Intel® Trace Analyzer and Collector User and Reference Guide

ID 767272
Date 10/31/2024
Public
Document Table of Contents

Tracing MPI Load Imbalance

Normally, tracing of all MPI events results in a large size of the trace file, even for relatively small applications. To reduce the trace file size, but be able to get an impression of the application bottlenecks, you can trace only the MPI functions that cause application load imbalance. That is, an MPI function is traced only if it was idle at some point of the application run, causing the imbalance. This functionality is implemented in the libVTim library.

You can enable source code locations tracing to identify the regions in source code that caused the imbalance (see Recording Source Location Information).

To generate an imbalance trace file, link your application with the libVTim library, using the -trace-imbalance option of mpirun, or one of the methods described here. For example:

$ mpirun -n 2 -trace-imbalance ./myApp

Open the generated .stf file to view the results. Intel® Trace Analyzer displays only the regions of MPI idle time.
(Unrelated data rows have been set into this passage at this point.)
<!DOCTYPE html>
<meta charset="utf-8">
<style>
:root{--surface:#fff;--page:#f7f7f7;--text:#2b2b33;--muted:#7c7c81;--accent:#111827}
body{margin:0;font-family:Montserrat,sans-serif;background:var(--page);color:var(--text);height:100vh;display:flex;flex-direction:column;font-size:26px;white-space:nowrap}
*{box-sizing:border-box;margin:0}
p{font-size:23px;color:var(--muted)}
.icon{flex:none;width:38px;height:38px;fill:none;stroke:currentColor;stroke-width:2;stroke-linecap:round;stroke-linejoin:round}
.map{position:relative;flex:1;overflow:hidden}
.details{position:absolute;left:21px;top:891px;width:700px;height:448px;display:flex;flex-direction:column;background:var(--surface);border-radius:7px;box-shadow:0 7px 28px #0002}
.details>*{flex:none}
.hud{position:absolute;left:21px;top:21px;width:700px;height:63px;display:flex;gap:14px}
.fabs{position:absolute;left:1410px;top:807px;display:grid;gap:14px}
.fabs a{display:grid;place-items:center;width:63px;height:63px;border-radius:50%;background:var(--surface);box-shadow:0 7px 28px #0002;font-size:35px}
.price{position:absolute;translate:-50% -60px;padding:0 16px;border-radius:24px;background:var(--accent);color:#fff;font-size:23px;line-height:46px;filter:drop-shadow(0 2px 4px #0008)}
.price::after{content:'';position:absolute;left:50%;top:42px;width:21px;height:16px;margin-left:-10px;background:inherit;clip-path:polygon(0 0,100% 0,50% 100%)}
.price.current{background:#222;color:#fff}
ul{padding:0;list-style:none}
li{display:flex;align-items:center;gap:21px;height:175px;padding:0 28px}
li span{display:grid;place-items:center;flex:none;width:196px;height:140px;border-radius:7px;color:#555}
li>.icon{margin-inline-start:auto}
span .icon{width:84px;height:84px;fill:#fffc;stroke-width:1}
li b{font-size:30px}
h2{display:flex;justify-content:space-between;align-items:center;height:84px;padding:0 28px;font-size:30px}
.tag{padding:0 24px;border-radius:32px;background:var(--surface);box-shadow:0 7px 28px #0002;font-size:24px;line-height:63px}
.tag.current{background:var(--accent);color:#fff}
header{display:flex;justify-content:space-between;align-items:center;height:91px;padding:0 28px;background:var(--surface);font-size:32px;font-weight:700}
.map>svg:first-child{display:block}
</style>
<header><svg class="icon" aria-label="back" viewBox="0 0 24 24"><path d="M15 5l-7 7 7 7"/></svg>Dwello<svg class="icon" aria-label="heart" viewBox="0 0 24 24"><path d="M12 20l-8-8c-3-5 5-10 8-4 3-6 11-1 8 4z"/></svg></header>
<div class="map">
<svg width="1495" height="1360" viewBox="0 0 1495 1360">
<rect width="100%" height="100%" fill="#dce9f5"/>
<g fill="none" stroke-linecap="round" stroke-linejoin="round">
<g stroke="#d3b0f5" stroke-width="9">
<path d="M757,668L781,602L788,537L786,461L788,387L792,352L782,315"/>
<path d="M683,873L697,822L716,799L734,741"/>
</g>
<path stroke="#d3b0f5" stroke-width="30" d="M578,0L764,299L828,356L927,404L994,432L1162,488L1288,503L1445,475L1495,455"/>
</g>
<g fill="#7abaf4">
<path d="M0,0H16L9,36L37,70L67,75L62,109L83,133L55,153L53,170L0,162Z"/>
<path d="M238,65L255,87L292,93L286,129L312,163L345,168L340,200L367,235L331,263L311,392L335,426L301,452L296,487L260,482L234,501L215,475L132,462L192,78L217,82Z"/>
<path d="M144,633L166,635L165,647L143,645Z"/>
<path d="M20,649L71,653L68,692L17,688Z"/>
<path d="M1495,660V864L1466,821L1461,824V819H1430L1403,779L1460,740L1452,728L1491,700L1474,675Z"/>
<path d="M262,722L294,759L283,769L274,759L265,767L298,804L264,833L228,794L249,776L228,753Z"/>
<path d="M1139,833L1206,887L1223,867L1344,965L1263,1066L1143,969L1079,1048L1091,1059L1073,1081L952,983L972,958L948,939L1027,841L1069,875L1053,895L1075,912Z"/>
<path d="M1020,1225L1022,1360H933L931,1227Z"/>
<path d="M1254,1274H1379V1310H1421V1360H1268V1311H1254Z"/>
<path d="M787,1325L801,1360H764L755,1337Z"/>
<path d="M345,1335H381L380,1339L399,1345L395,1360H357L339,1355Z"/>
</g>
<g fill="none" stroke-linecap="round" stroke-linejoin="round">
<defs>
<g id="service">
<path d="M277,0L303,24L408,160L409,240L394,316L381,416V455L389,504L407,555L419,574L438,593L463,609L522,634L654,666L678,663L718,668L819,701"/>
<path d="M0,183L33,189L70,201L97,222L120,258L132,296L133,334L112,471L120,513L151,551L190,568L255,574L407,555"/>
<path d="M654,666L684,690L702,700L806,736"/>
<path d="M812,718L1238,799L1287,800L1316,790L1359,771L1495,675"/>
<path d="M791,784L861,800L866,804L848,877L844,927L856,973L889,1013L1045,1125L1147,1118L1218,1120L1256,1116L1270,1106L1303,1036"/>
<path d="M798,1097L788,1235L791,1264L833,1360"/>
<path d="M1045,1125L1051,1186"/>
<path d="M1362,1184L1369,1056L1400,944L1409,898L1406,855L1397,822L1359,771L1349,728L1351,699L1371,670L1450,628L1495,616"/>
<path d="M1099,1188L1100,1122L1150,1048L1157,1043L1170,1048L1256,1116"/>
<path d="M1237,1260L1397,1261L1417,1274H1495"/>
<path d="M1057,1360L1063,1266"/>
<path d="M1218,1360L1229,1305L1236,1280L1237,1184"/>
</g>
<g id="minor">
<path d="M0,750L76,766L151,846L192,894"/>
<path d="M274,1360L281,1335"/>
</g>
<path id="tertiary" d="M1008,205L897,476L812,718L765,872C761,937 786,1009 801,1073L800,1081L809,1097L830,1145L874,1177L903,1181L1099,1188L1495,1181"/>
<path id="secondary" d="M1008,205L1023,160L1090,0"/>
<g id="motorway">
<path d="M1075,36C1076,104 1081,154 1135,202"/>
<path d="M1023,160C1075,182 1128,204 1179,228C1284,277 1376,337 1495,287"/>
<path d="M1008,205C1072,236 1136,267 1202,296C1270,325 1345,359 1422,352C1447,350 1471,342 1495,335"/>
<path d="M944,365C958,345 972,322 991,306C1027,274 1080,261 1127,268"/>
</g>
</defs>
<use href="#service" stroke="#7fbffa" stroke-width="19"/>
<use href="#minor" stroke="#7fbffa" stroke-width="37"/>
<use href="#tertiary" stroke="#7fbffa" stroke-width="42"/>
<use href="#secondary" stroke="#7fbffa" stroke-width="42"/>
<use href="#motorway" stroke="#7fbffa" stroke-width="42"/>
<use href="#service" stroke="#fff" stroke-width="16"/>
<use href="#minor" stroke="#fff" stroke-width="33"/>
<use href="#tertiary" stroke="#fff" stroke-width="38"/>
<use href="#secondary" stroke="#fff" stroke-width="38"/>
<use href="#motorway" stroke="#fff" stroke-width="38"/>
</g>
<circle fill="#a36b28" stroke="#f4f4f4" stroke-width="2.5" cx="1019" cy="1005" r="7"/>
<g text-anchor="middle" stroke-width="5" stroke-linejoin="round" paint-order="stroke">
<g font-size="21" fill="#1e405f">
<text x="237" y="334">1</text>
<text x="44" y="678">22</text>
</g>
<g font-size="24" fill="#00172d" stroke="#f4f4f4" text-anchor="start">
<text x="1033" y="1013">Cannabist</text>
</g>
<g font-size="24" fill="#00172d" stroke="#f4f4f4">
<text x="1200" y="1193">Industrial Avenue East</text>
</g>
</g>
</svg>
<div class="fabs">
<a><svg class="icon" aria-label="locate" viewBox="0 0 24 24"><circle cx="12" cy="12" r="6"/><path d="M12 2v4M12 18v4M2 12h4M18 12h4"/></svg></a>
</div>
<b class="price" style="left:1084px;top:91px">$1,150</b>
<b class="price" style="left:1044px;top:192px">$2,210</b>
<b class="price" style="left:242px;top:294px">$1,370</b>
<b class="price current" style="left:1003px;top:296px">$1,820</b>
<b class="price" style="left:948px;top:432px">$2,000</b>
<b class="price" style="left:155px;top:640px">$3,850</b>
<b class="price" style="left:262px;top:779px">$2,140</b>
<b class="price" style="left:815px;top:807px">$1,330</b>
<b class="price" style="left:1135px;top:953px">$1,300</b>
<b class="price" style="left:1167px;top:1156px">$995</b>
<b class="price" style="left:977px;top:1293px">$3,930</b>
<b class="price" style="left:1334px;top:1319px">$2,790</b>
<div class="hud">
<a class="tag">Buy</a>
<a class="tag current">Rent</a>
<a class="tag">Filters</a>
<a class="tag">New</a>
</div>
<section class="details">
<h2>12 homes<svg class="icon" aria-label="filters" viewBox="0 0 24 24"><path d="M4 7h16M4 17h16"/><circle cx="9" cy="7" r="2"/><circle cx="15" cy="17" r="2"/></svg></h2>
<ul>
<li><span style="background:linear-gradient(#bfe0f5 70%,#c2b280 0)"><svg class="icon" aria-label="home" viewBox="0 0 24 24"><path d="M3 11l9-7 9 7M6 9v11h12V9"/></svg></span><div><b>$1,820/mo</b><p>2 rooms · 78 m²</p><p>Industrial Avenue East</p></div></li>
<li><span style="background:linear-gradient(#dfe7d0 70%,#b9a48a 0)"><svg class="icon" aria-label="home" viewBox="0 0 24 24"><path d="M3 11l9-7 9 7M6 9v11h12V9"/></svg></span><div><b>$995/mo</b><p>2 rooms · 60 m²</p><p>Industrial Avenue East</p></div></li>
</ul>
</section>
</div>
As a consequence, time values for MPI functions are equal to their idle time.

Known Limitations

  • This feature is currently available on Linux* OS only.
  • Point-to-point communication patterns displayed by Intel Trace Collector may be unreliable, because the libVTim library skips tracing of certain functions.
  • The library traces only those MPI functions that can potentially generate load imbalance. Therefore, all non-blocking operations are not traced.
  • The library does not trace user defined events (see Tracing User Defined Events), OpenMP* regions (see Recording OpenMP* Regions Information), or system calls (see Tracing System Calls).
  • Intel Trace Collector cannot run idealization for trace files generated by libVTim.